The Court essentially pointed to the hiatus between the trial and their appeals being heard at the High Court to state that the conduct of the accused in custody should have been taken into account as a mitigating circumstance.

Discussing a plethora of precedents and Law Commission reports over the years, the Bench expressed its anguish at the fact that the test in Bachan Singh was not being consistently applied.

However, despite over four decades since Bachan Singh there has been little to no policy-driven change, towards formulating a scheme or system that elaborates how mitigating circumstances are to be collected, for the court’s consideration. Scarce information about the accused at the time of sentencing, severely disadvantages the process of considering mitigating circumstances. It is clarified that mere mention of these circumstances by counsel, serve no purpose – rather, they must be connected to the possibility of reformation and assist principled judicial reasoning (as required under S. 235(2) CrPC).

Good conduct on the part of the convicts while in prison along with psychiatric evaluations are necessary indicators for considering mitigating circumstances in death penalty cases, it was underscored.
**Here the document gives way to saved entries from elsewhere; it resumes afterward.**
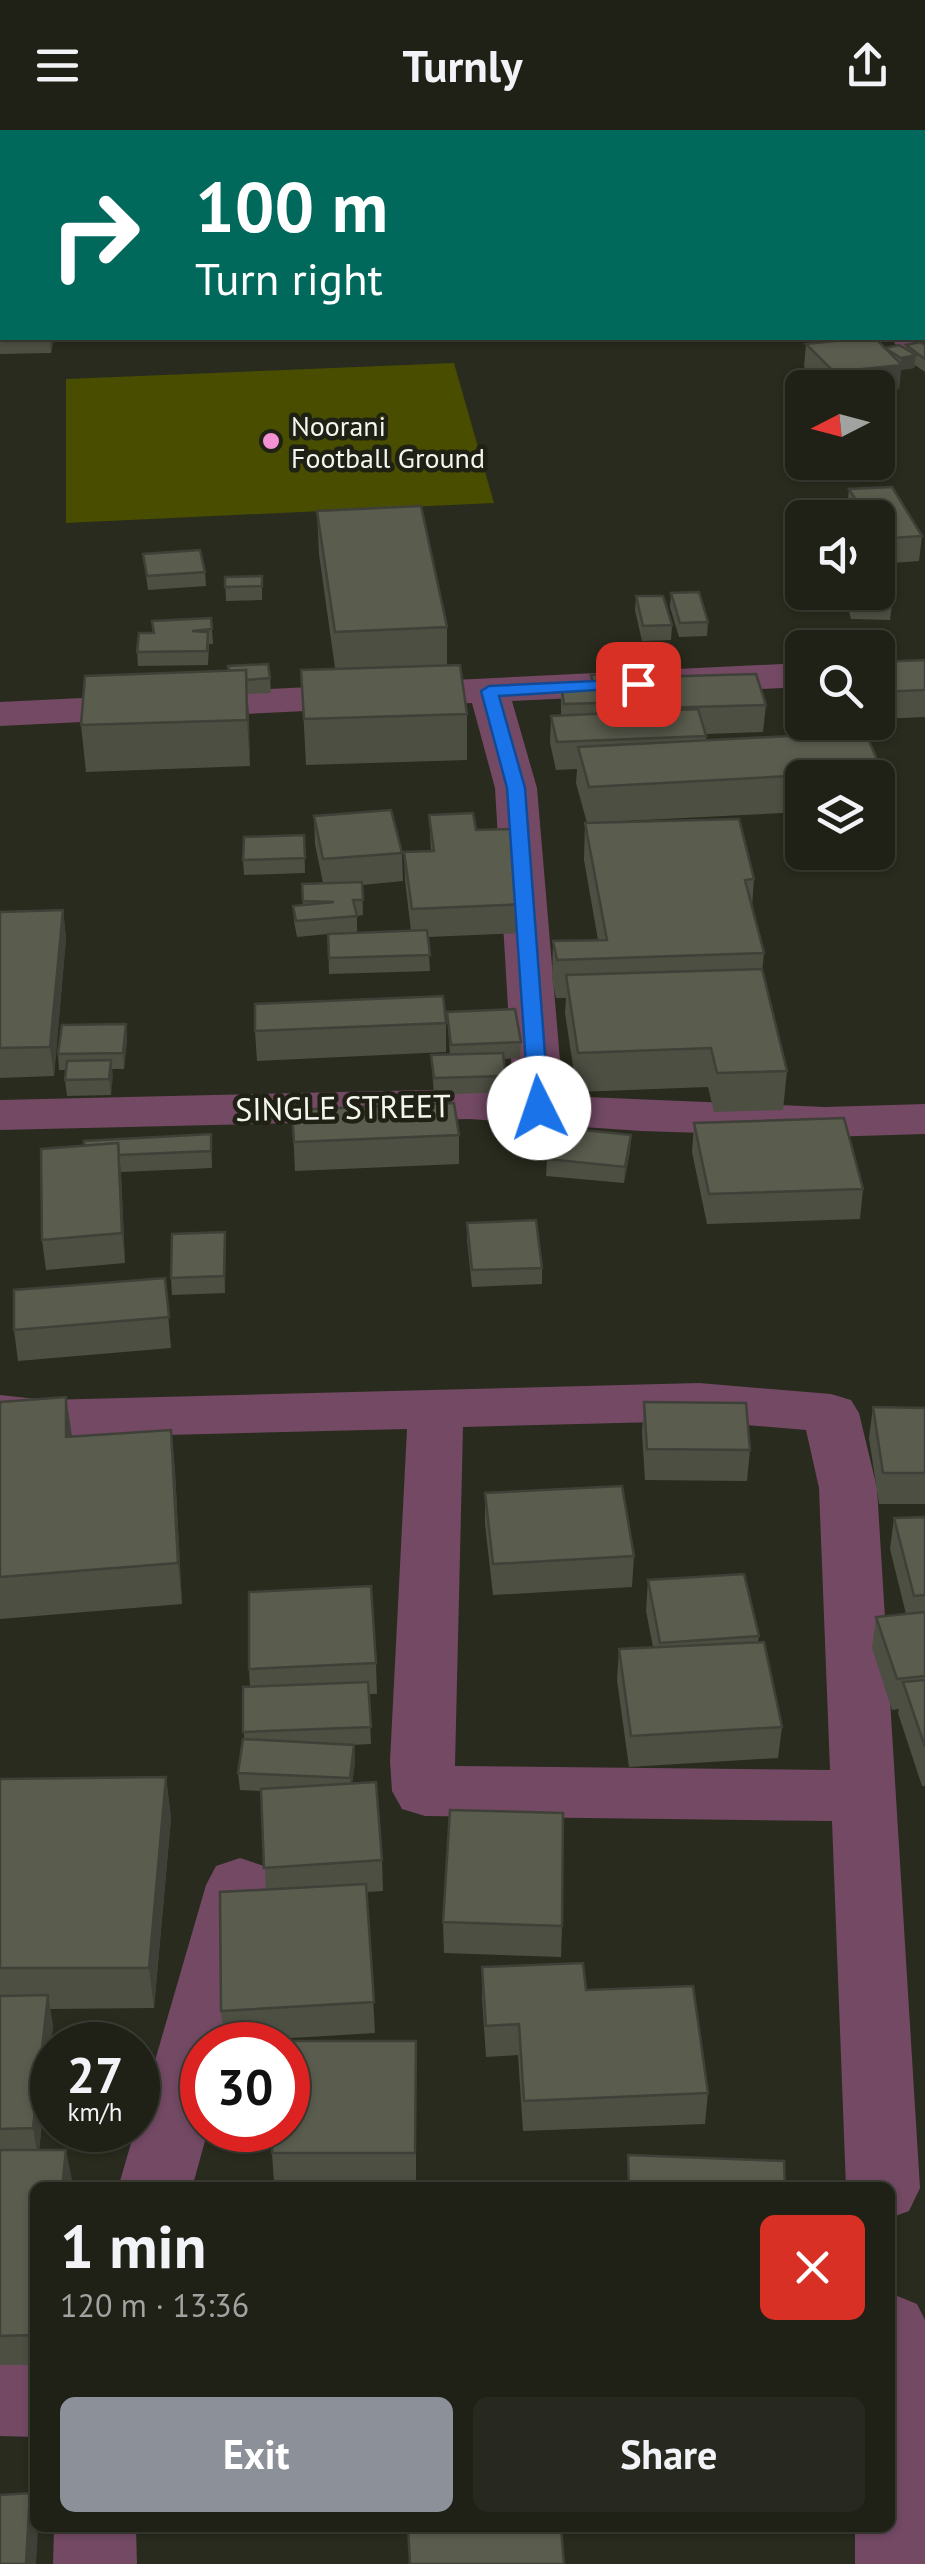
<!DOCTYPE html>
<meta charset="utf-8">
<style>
:root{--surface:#1f2016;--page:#27281f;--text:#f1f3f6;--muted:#a1a3a1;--line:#3c3e35;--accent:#8c9099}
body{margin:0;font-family:"PT Sans",sans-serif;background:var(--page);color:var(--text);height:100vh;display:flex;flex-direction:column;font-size:38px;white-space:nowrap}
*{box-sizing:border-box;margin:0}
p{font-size:32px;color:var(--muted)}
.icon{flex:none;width:55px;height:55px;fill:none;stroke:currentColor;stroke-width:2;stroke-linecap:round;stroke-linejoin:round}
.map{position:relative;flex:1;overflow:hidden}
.side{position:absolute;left:30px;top:2052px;width:865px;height:350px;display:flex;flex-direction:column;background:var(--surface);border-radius:15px;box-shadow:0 2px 8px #0004,0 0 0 2px var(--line)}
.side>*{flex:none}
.hud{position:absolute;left:0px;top:0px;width:925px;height:210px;box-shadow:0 2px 8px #0004,0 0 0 2px var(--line);background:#00695c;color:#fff;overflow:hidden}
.needle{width:65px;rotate:264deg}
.tools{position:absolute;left:785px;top:240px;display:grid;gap:20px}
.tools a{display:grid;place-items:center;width:110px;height:110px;border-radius:15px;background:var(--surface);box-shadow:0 2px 8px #0004,0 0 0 2px var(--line);font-size:50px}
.speed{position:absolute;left:30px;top:1892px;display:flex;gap:20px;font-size:50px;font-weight:700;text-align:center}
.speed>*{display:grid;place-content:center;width:130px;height:130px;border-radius:50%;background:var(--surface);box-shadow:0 2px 8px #0004,0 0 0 2px var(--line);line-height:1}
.speed small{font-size:25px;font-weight:400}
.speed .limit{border:15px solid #d22;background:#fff;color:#111}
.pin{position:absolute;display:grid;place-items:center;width:85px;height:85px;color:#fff;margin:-42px;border-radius:20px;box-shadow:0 5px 15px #0006}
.me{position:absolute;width:110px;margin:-55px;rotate:356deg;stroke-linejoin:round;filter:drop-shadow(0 0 8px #0008)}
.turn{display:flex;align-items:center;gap:35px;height:210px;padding:0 30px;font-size:45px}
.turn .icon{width:130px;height:130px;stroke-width:2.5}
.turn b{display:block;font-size:70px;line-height:85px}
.round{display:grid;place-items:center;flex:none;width:105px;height:105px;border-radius:15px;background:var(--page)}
.headline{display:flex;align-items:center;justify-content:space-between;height:170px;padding:0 30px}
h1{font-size:60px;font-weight:700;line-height:75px}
.action{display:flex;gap:20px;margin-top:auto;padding:20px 30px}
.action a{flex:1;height:115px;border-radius:15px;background:var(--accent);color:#fff;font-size:40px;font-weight:700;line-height:115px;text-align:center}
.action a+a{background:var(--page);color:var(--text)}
header{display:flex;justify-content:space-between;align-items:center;height:130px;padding:0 30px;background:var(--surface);font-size:45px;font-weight:700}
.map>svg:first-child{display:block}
.green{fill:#484d00}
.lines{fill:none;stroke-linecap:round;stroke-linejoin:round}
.minor{fill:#734964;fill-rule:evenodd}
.wall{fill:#4d4f43}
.shaded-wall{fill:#3f4037}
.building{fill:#5a5c4e;stroke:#3f4037;stroke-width:2.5}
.route{fill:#1a73e8;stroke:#114b97;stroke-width:2.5}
.poi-dot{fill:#f491d3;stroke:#1f2115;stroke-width:4}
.labels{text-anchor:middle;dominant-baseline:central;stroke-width:9;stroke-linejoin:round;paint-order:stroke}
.far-poi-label{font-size:28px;fill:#f4f5ed;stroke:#1f2115;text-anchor:start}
.street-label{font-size:32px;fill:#f4f5ed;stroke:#1f2115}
</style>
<header><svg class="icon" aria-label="menu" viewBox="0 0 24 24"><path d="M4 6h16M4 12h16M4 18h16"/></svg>Turnly<svg class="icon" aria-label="share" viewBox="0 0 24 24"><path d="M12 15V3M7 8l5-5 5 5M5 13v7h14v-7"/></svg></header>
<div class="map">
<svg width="925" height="2434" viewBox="0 0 925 2434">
<rect width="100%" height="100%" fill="#292b1e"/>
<polygon class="green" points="454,233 494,373 66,393 66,249"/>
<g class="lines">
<g class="minor">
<rect x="922" y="17" width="3" height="16"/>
<rect x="922" y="129" width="3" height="18"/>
<rect x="0" y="147" width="2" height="18"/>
<polygon points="922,203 925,227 896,215 891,208 922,208"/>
<polygon points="802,533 802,557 512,571 537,658 563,966 825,977 925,974 925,1004 825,1007 641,1001 469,989 0,1000 0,970 469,959 513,962 495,658 472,573 0,596 0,572"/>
<path d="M699,1253L831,1264L851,1270L859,1283L877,1358L920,2058L909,2081L890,2088V2058H846L832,1691L425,1686L402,1679L392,1661L390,1631L407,1299L46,1308L0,1303V1265L46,1270ZM699,1291L806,1300L819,1358L830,1640L455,1636L463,1297Z"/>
<polygon points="240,1728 264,1736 274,1755 231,1915 202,1915 202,2000 208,2000 192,2058 118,2058 206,1755 216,1736"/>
<polygon points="890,2163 917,2174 925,2190 925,2434 855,2434 855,2398 890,2398"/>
<polygon points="0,2230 35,2231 35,2307 0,2306"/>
<polygon points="54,2398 136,2398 137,2434 53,2434"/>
</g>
</g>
<g class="wall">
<polygon points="689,0 766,0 769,1 769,0 859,0 861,2 689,2"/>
<polygon points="893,0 925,0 925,15 922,15 922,2 895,2"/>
<rect x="0" y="73" width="2" height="76"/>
<polygon points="0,169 2,169 2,208 54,208 51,223 0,224"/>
<polygon points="524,208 592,208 526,212"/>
<polygon points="806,214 905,219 906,215 925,215 925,242 915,235 914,238 901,240 899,259 878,261 878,258 824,258 804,237"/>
<polygon points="849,359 922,406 919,431 878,434 878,388 846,388"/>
<polygon points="317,381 447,497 447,535 467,584 467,630 306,635 301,540 335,538 319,424"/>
<polygon points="143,424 205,442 206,456 148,460"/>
<polygon points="262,446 262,470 226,471 225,447"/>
<polygon points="847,462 878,462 892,475 890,490 851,489 846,470"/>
<polygon points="671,463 708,492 707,506 679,507 670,477"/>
<polygon points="636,466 672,495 671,510 642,511 635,480"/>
<polygon points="211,488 213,514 209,514 208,535 138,536 137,522 153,503 152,491"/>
<polygon points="925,530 925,587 878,589 878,532"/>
<polygon points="591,545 648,562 649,547 766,575 763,602 706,604 706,610 882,641 878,678 878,648 802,648 802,682 604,692 754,749 752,777 764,823 762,843 787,941 783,980 714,982 708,957 577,962 565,883 566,868 556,868 552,849 553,811 598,810 584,730 585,693 587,693 576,653 577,639 556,640 550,613 551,586 561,585 561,555 591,554"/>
<polygon points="85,546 270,548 271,563 247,564 250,636 86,642 81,595"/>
<polygon points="429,685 476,700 525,774 524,803 428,807 430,841 329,844 328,804 297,807 294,791 293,776 303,775 302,754 323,753 315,714 314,686 402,723 403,751 362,755 363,785 357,786 357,802 336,803 411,801 405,750 404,722 431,721"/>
<polygon points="304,705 305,743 244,745 243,730"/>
<polygon points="63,780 66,808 54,946 0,948 0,782"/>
<polygon points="447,882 521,912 520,928 504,929 505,962 434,965 431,925 450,925"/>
<polygon points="446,893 446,922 257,931 255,901"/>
<polygon points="126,894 127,910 124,939 112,939 111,965 67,966 65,950 66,940 59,940 58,924"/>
<polygon points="292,980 459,1005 459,1034 295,1041"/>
<polygon points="694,993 863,1059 860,1089 707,1094 692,1022"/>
<polygon points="211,1004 212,1038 121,1042 125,1133 46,1140 42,1110 41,1019"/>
<polygon points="631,1005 630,1021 624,1053 546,1046 547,1029"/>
<polygon points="467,1093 542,1138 542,1154 472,1157 467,1110"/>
<polygon points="225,1102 225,1163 172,1165 171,1148"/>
<polygon points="165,1148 171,1218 18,1231 14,1200"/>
<polygon points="66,1267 72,1307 171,1300 175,1341 182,1474 0,1489 0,1272"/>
<polygon points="644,1272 750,1320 747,1351 645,1350 642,1303"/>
<polygon points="873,1277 925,1278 925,1374 879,1374 869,1308"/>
<polygon points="485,1363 634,1426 632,1457 493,1465 485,1394"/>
<polygon points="925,1387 925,1656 922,1656 898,1583 899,1579 892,1580 872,1518 876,1487 906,1484 890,1419 894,1388"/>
<polygon points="648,1450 759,1506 758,1512 782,1597 778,1628 629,1637 617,1550 619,1519 653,1517 646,1481"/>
<polygon points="376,1533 377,1564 369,1564 371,1614 352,1615 354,1615 355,1632 352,1653 382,1730 383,1761 367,1762 375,1903 224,1912 221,1881 266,1760 261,1661 240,1660 238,1643 244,1609 243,1557 250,1557 249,1539"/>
<polygon points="166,1647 171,1688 154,1878 50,1879 53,1896 39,2020 72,2050 35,2058 35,2235 0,2235 0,1649"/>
<polygon points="443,1792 562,1796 561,1827 444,1823"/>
<polygon points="482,1837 586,1860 708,1963 705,1994 523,2001 518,1925 486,1927 482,1868"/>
<polygon points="416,1942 416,2053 274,2053 272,2023"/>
</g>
<g class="shaded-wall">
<polygon points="103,0 192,0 193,2 103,2"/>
<polygon points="556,0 648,0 648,2 529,2"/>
<rect x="780" y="0" width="31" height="2"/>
<polygon points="50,208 54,208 51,223"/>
<polygon points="916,225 914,238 901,240 899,259 878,261 878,258 832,258 834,242 901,235 901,228"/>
<polygon points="246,540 249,586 250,636 247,590"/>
<polygon points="63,780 66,808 54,946 50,917"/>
<polygon points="126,894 127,910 124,939 123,923"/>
<polygon points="111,930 113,946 111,965 109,949"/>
<polygon points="631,1005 630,1021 624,1053 625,1037"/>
<polygon points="118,1013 121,1043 125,1133 122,1103"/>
<polygon points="225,1102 226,1118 225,1163 224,1146"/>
<polygon points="66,1267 72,1307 66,1307"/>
<polygon points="171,1300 175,1341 182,1474 178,1433"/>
<polygon points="354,1615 355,1632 351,1665 350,1648"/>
<polygon points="166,1647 171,1688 154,1878 149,1838"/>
<polygon points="48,1865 53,1896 38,2029 33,1998"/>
<polygon points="66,2020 72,2050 71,2058 62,2058"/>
<polygon points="30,2363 35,2387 35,2398 37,2398 38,2401 36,2434 26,2434"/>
</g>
<g class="building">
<polygon points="222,0 234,0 235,2 192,2"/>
<polygon points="287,0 400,0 414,2 286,2"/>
<polygon points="503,0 556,0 529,2 506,2"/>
<polygon points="707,0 766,0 771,2 711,2"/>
<polygon points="816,0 859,0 861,2 819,2"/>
<polygon points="904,0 925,0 925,3 906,2"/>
<rect x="0" y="111" width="2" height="16"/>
<rect x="0" y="169" width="2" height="32"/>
<polygon points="864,208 875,208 902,235 834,242 806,214"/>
<polygon points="920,212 925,215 925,229 906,215"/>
<polygon points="899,215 916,225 901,228 885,218"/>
<polygon points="892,357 922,406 878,409 878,388 853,388 847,378 860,377 849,359"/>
<polygon points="421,376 447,497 335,502 317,381"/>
<polygon points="200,420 205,442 147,446 143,424"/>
<polygon points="262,446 262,456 225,457 225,447"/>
<polygon points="878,456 887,456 892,475 852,475 849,462 878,462"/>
<polygon points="699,462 708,492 680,493 671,463"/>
<polygon points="636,466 663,466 672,495 643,496"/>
<polygon points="211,488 212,499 192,501 208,502 207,521 137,522 139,503 154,503 152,491"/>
<polygon points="925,530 925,560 878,562 878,532"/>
<polygon points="268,534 270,548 246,550 246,540 229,541 228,536"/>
<polygon points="460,535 467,584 304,589 301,540"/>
<polygon points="246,540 247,590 81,595 85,546"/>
<polygon points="644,543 652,578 600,580 598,573 564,574 561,555 593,554 591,545"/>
<polygon points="756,544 766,575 657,578 649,547"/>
<polygon points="698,579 706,606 557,612 551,586"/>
<polygon points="865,602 882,641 589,657 578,617"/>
<polygon points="391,680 402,723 323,729 314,686"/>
<polygon points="473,683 476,700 511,699 525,774 412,779 404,722 434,721 429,685"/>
<polygon points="739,689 754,749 745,750 764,823 557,830 553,811 607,810 585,693"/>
<polygon points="304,705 305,728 243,730 244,707"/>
<polygon points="362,752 363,770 353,770 357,786 296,791 293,776 334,772 303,771 302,754"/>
<polygon points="63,780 50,917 0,918 0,782"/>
<polygon points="427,800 430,825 329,828 328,804"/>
<polygon points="762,839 787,941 717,943 711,918 578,923 566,845"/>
<polygon points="443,866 446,893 255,901 255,874"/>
<polygon points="515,879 521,912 451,915 447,882"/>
<polygon points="126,894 123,923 58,924 62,895"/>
<polygon points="503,923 506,946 434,948 431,925"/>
<polygon points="111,930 109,949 65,950 67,931"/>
<polygon points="454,973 459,1005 294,1012 292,980"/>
<polygon points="844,988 863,1059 709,1064 694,993"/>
<polygon points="555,997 631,1005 625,1037 547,1029"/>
<polygon points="211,1004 211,1021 119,1025 118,1013 84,1016 84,1011"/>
<polygon points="118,1013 122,1103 42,1110 41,1019"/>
<polygon points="536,1090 542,1138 472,1140 467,1093"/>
<polygon points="225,1102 224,1146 171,1148 172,1104"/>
<polygon points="165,1148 169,1187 14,1200 14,1160"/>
<polygon points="66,1267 66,1307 171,1300 178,1433 0,1447 0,1272"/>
<polygon points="644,1272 746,1273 750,1320 647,1319"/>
<polygon points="873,1277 925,1278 925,1343 883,1343"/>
<polygon points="622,1356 634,1426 493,1434 485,1363"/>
<polygon points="925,1387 925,1465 914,1466 894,1388"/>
<polygon points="744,1444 759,1506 660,1513 648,1450"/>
<polygon points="371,1456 376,1533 249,1539 249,1462"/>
<polygon points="925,1482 925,1546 897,1549 876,1487"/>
<polygon points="764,1512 782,1597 631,1606 619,1519"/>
<polygon points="925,1550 925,1617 903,1552"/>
<polygon points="368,1552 371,1597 243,1602 243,1557"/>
<polygon points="243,1609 354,1615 350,1648 238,1643"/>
<polygon points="166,1647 149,1838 0,1838 0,1649"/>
<polygon points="376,1652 382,1730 264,1738 261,1659"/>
<polygon points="450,1680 563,1683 562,1796 443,1792"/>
<polygon points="366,1754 374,1872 221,1881 220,1762"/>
<polygon points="583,1833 586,1860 693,1856 708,1963 524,1971 519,1894 486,1896 482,1837"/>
<polygon points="48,1865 33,1998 0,1999 0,1866"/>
<polygon points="279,1911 416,1911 415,2023 272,2023 273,2000 288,2000 288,1915 279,1915"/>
<polygon points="0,2020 66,2020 62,2058 35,2058 35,2205 0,2206"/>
<polygon points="628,2025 784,2031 785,2058 629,2058"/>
<polygon points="878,2056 878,2058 837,2057"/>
<polygon points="30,2363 26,2434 0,2434 0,2365"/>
<polygon points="408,2398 561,2398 564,2434 410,2434"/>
</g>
<polygon class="route" points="638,549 644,550 644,557 499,566 525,658 549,978 539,984 529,978 507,658 481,561 489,556"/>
<circle class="poi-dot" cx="271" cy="311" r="10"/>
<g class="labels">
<g class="far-poi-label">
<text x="291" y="295">Noorani<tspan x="291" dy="32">Football Ground</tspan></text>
</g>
<g class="street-label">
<text transform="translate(343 977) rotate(-1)">SINGLE STREET</text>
</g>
</g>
</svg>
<div class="tools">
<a><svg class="needle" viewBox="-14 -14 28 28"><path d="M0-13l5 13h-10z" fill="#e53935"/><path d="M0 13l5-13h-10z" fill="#a1a3a1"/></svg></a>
<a><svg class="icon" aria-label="sound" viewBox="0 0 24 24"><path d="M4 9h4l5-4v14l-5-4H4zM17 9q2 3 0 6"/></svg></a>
<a><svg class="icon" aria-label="search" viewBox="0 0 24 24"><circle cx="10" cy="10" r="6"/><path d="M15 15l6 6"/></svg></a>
<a><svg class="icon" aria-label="layers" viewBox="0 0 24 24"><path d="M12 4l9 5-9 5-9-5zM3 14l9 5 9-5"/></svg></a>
</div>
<div class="speed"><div>27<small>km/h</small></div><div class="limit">30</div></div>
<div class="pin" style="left:638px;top:554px;background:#d93025"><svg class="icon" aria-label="arrive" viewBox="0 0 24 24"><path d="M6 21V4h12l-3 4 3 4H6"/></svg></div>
<svg class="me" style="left:539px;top:978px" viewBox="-20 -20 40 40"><circle r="19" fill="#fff"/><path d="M0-13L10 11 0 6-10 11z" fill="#1a73e8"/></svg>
<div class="hud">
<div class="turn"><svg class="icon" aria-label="right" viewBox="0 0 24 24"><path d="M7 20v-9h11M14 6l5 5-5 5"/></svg><div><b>100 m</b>Turn right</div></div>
</div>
<section class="side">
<div class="headline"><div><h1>1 min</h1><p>120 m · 13:36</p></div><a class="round" style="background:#d93025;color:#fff"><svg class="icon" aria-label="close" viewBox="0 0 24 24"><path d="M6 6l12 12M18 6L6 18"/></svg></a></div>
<div class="action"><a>Exit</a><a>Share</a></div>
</section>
</div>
Noting the lack of information on the collection of mitigating circumstances the Bench noted,

The lack of forthcoming information has led to attempts by the courts, to look backwards – sometimes many years after the crime has been committed – to evaluate on the one hand, circumstances that could not have been paused in time, and on the other those which can be captured, but for which there exists no frame of reference from the past, for comparison. This inconsistency in some courts calling for reports, while others fail to – further contributes to our patchwork jurisprudence on capital sentencing, and in turn undermines the equality principle and due process protection…in favour of death row convicts.

Stressing on the importance of possibility of reformation of all prisoners, the Bench noted that a concrete framework to measure and evaluate the same is currently missing.

Unfortunately, this is mirrored by the failure to implement prison reforms of a meaningful kind, which has left the process of incarceration and prisons in general, to be a space of limited potential for systemic reformation. The goal of reformative punishment requires systems that actively enable reformation and rehabilitation, as a result of nuanced policy making“.